Kuyper, comentando sobre o sistema de vida calvinista, faz a seguinte afirmação:
Não há dúvida, então, de que o Cristianismo está exposto a grandes e sérios perigos. Dois sistemas de vida estão em combate mortal. O Modernismo está comprometido em construir um mundo próprio a partir de elementos do homem natural, e a construir o próprio homem a partir de elementos da natureza; enquanto que, por outro lado, todos aqueles que reverentemente humilham-se diante de Cristo e o adoram como o Filho do Deus vivo, e o próprio Deus, estão resolvidos a salvar a “herança cristã”. Esta é a luta na Europa, esta é a luta na América, e esta também é a luta por princípios em que meu próprio país está engajado, e na qual eu mesmo tenho gasto todas as minhas energias por quase quarenta anos.Nessa luta apologética não temos avançado um único passo. Os apologistas invariavelmente começam abandonando a defesa assaltada, a fim de entrincheirarem-se covardemente um revelim atrás deles. Desde o início, portanto, tenho sempre dito a mim mesmo, -“Se o combate deve ser travado com honra e com esperança de vitória, então, princípio deve ser ordenado contra princípio.

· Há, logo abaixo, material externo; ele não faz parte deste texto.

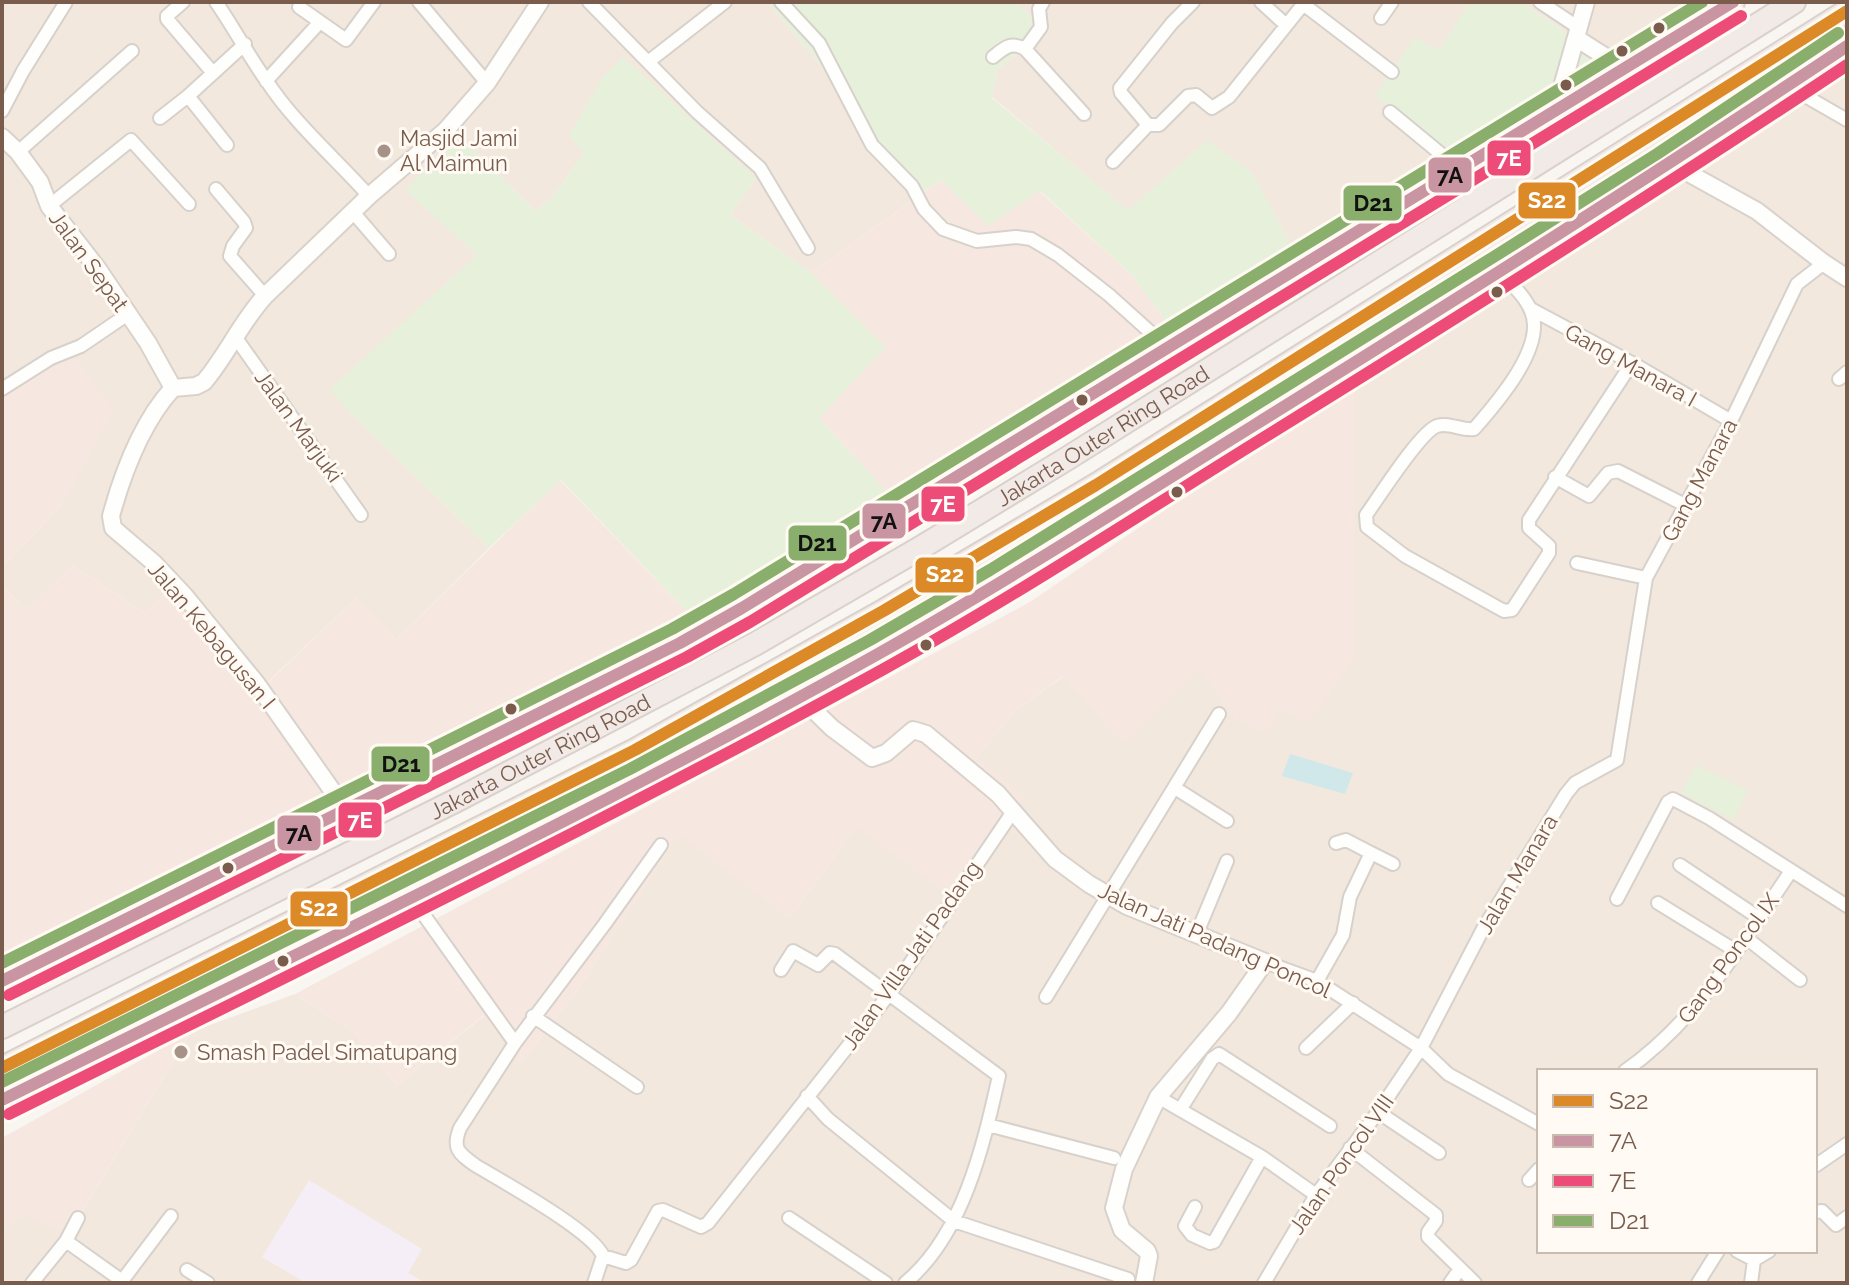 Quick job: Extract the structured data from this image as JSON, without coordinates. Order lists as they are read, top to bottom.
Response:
{
  "streets": {
    "highway": ["Jakarta Outer Ring Road"],
    "street": [
      "Jalan Sepat",
      "Gang Manara I",
      "Jalan Marjuki",
      "Gang Manara",
      "Jalan Kebagusan I",
      "Jalan Manara",
      "Jalan Jati Padang Poncol",
      "Jalan Villa Jati Padang",
      "Gang Poncol IX",
      "Jalan Poncol VIII"
    ]
  },
  "crossings": [
    ["Jalan Sepat", "Jalan Kebagusan I"],
    ["Gang Manara I", "Gang Manara"],
    ["Gang Manara", "Jalan Manara"],
    ["Jalan Manara", "Jalan Jati Padang Poncol"],
    ["Jalan Manara", "Jalan Poncol VIII"],
    ["Jalan Jati Padang Poncol", "Jalan Villa Jati Padang"],
    ["Jalan Jati Padang Poncol", "Jalan Poncol VIII"]
  ],
  "places": ["Masjid Jami Al Maimun", "Smash Padel Simatupang"],
  "lines": [
    "transit line 7A",
    "transit line D21",
    "transit line S22",
    "transit line 7E"
  ],
  "legend": [
    "S22",
    "7A",
    "7E",
    "D21"
  ]
} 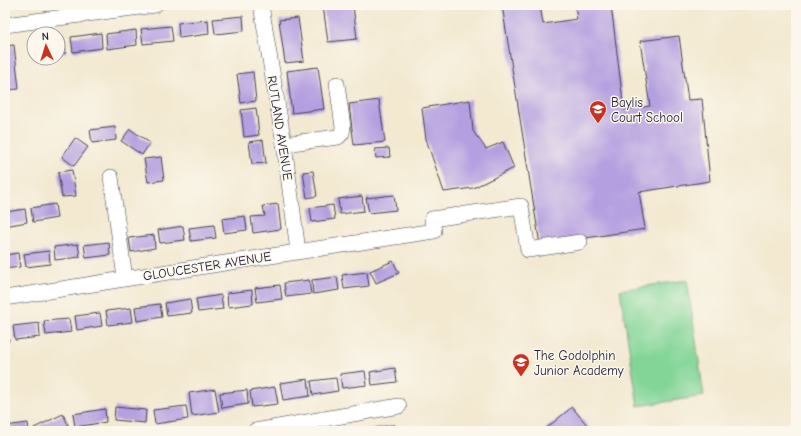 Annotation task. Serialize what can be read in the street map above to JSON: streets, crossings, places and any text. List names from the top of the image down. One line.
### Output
{"streets":{"street":["RUTLAND AVENUE","GLOUCESTER AVENUE"]},"crossings":[["RUTLAND AVENUE","GLOUCESTER AVENUE"]],"places":{"school or university":["Baylis Court School","The Godolphin Junior Academy"]},"north":"top"}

A seguir, deve ser sentido que no Modernismo, a imensa energia de um abrangente sistema de vida nos ataca; depois também, deve ser entendido que temos de assumir nossa posição em um sistema de vida de poder, igualmente abrangente e extenso. E este poderoso sistema de vida não deve ser inventado nem formulado por nós mesmos, mas deve ser tomado e aplicado como se apresenta na História. Quando assim fiz, encontrei e confessei, e ainda sustento, que esta manifestação do princípio cristão nos é dada no Calvinismo (KUYPER, 2002, p.19).

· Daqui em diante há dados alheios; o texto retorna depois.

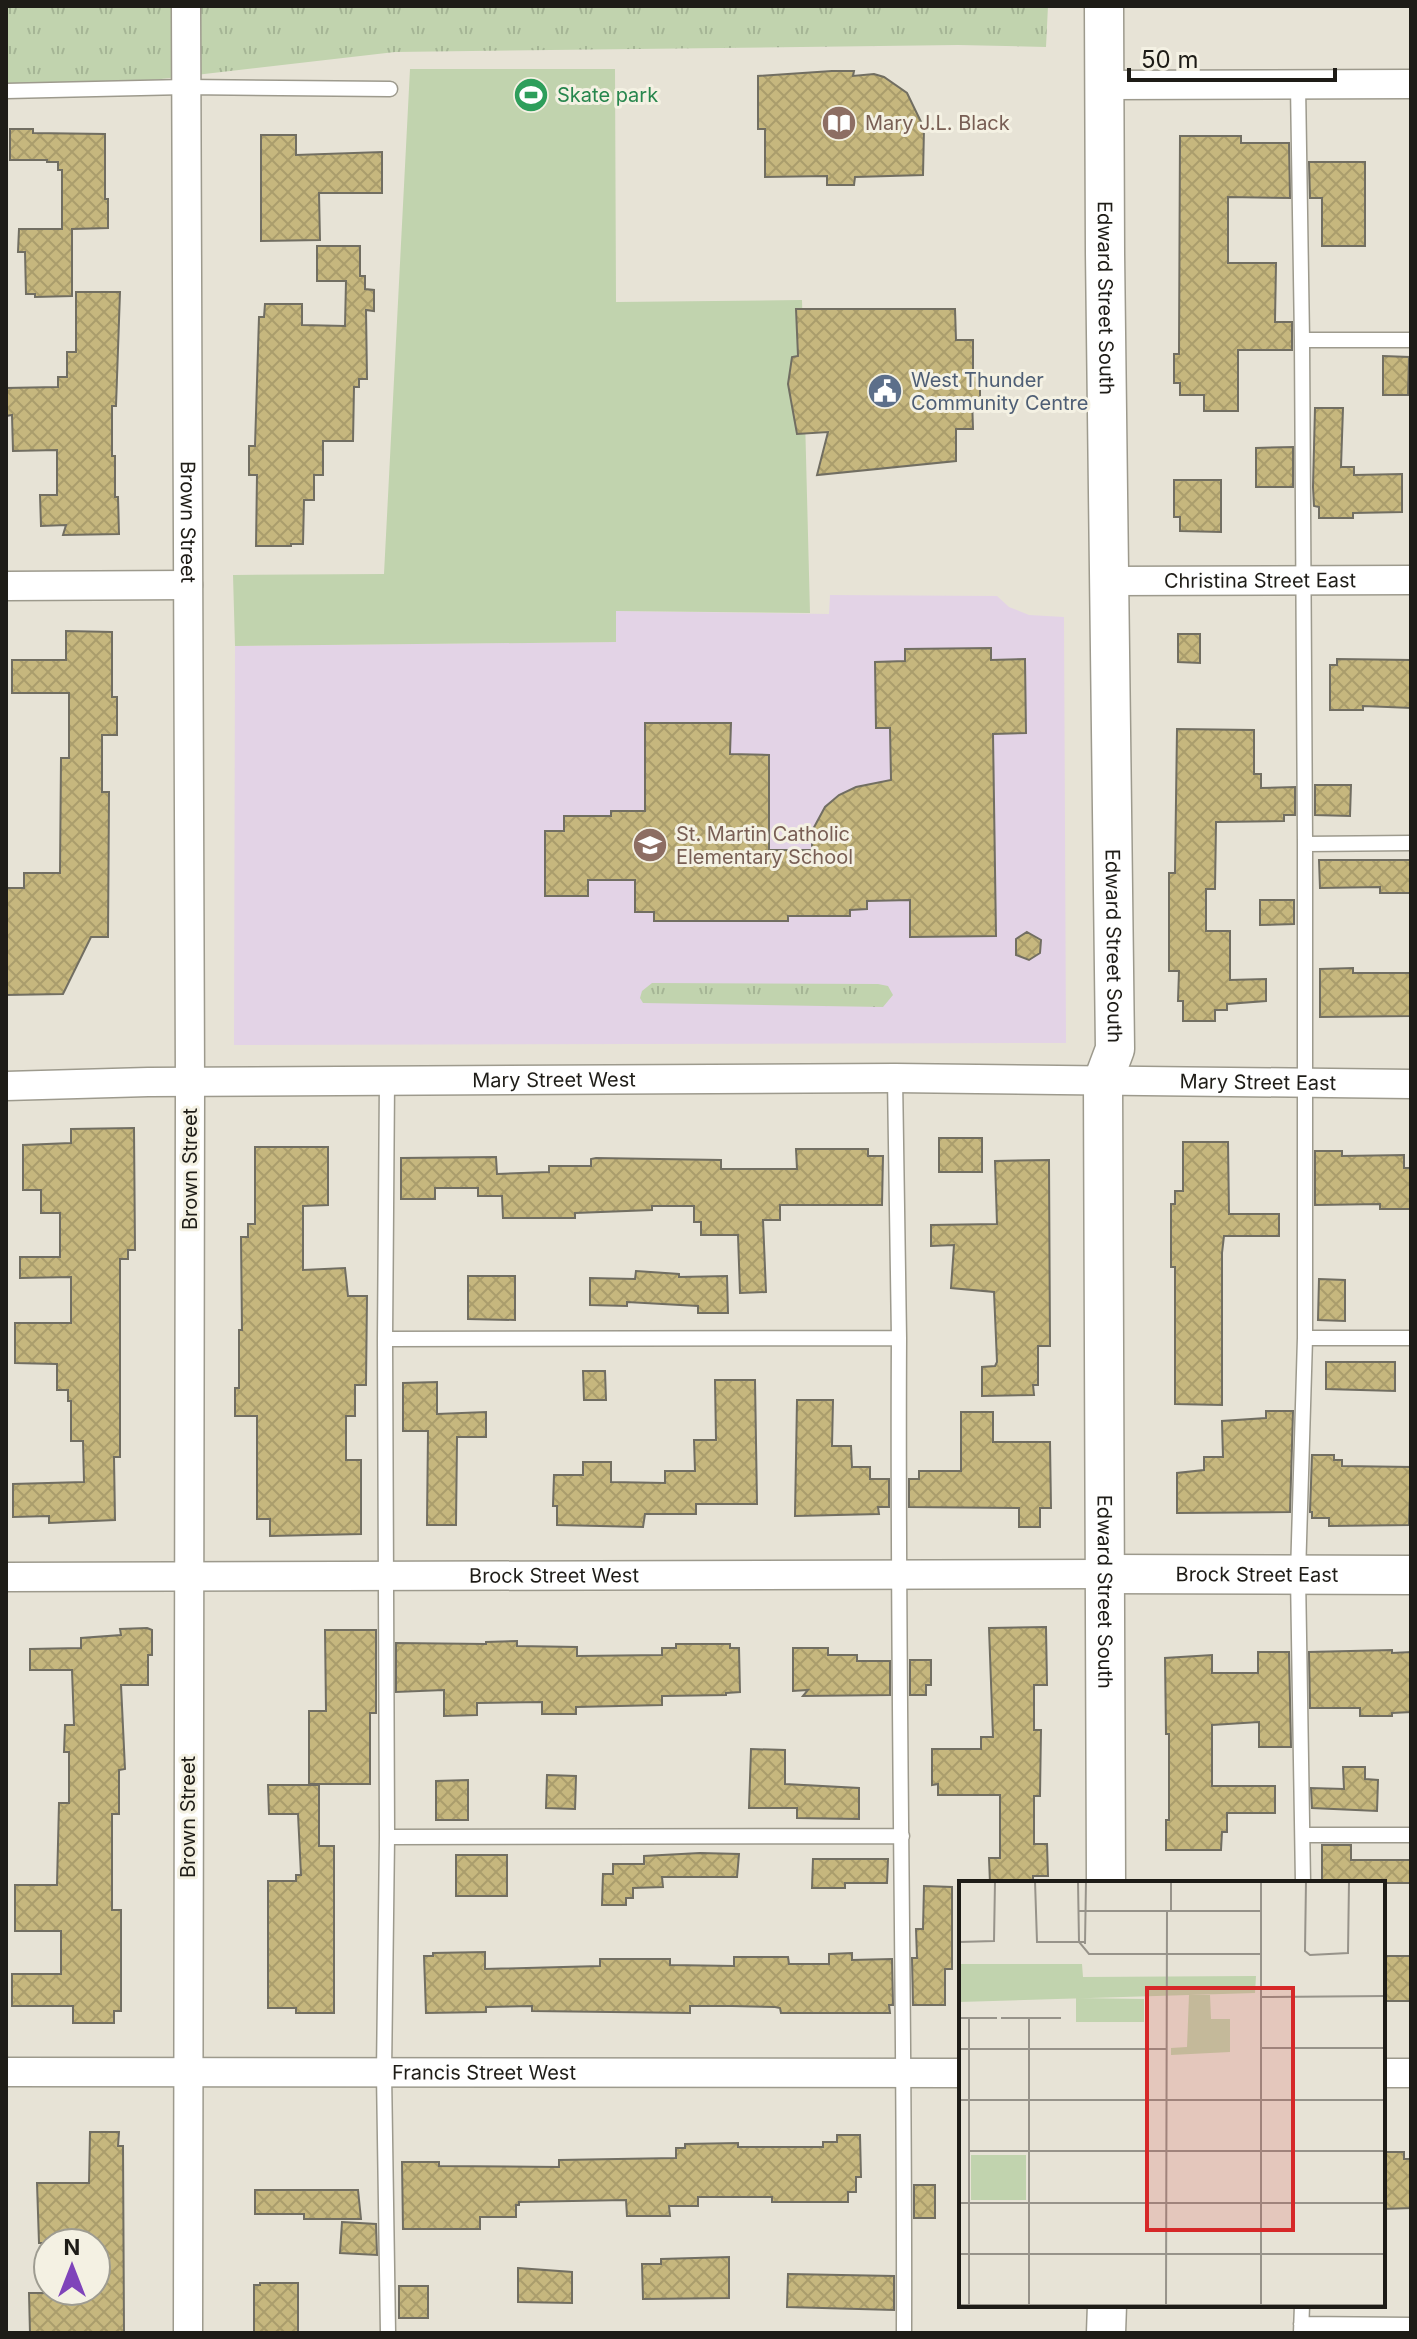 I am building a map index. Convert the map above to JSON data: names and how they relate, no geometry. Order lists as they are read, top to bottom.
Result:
{
  "streets": {
    "main road": ["Edward Street South", "Brock Street East"],
    "street": [
      "Brown Street",
      "Christina Street East",
      "Mary Street West",
      "Mary Street East",
      "Brock Street West",
      "Francis Street West"
    ]
  },
  "crossings": [
    ["Edward Street South", "Christina Street East"],
    ["Edward Street South", "Mary Street West"],
    ["Edward Street South", "Mary Street East"],
    ["Edward Street South", "Brock Street East"],
    ["Edward Street South", "Brock Street West"],
    ["Brown Street", "Mary Street West"],
    ["Brown Street", "Brock Street West"],
    ["Brown Street", "Francis Street West"],
    ["Mary Street West", "Mary Street East"],
    ["Brock Street East", "Brock Street West"]
  ],
  "places": {
    "sports": ["Skate park"],
    "library": ["Mary J.L. Black"],
    "public building": ["West Thunder Community Centre"],
    "school or university": ["St. Martin Catholic Elementary School"]
  },
  "scale_bar": "50 m",
  "north": "top"
}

Certamente uma análise cuidadosa dos princípios calvinistas acerca da Soberania de Deus e da liberdade humana trará grande luz, capaz de iluminar os recantos mais obscuros desse antigo problema da humanidade.

1.Soberania que cria liberdade

O famoso filme do diretor Stevan Spilberg, “inteligência artificial”, aborda a ideia de um robô criado para ter uma relação de perfeição com seu “dono”. Programado para ter um amor incondicional, o menino-robô surge como um ser “absolutamente perfeito”; criado para fazer tão somente aquilo que agrada aos seus compradores/familiares.
Baseados na ideia do filme, levantamos a seguinte questão: acaso Deus não poderia ter criado o homem com tal nível de programação a ponto de ter como “único” desejo o serviço a seu criador, da maneira como este estabelecesse, previamente, em sua própria programação? É claro que sim.
O fato é que aprouve a Deus, em Sua soberania, diferentemente de Spilberg, criar não somente o homem, mas criar também sua própria liberdade e autonomia. Aprouve a Deus criar o homem livre.
Essa liberdade, porém, outorgada por Deus ao homem, precisa, à luz do calvinismo, ser entendida dentro do contexto histórico-temporal de “antes-queda” e “pós-queda”. Diferentemente da visão pelagiana/arminiana, para o calvinismo a inserção do pecado, via “escolha-livre-do-homem”, que resolveu, pelo seu próprio arbítrio e vontade, transgredir as expressas ordens do seu criador (direito concedido por Ele mesmo), trouxe para si mesmo uma drástica mudança em sua natureza. Mesmo tendo sido solenemente alertado sobre essa conseqüência, pelo seu criador, “decidiu”, sozinho, ser agente ativo e consciente dessa mudança.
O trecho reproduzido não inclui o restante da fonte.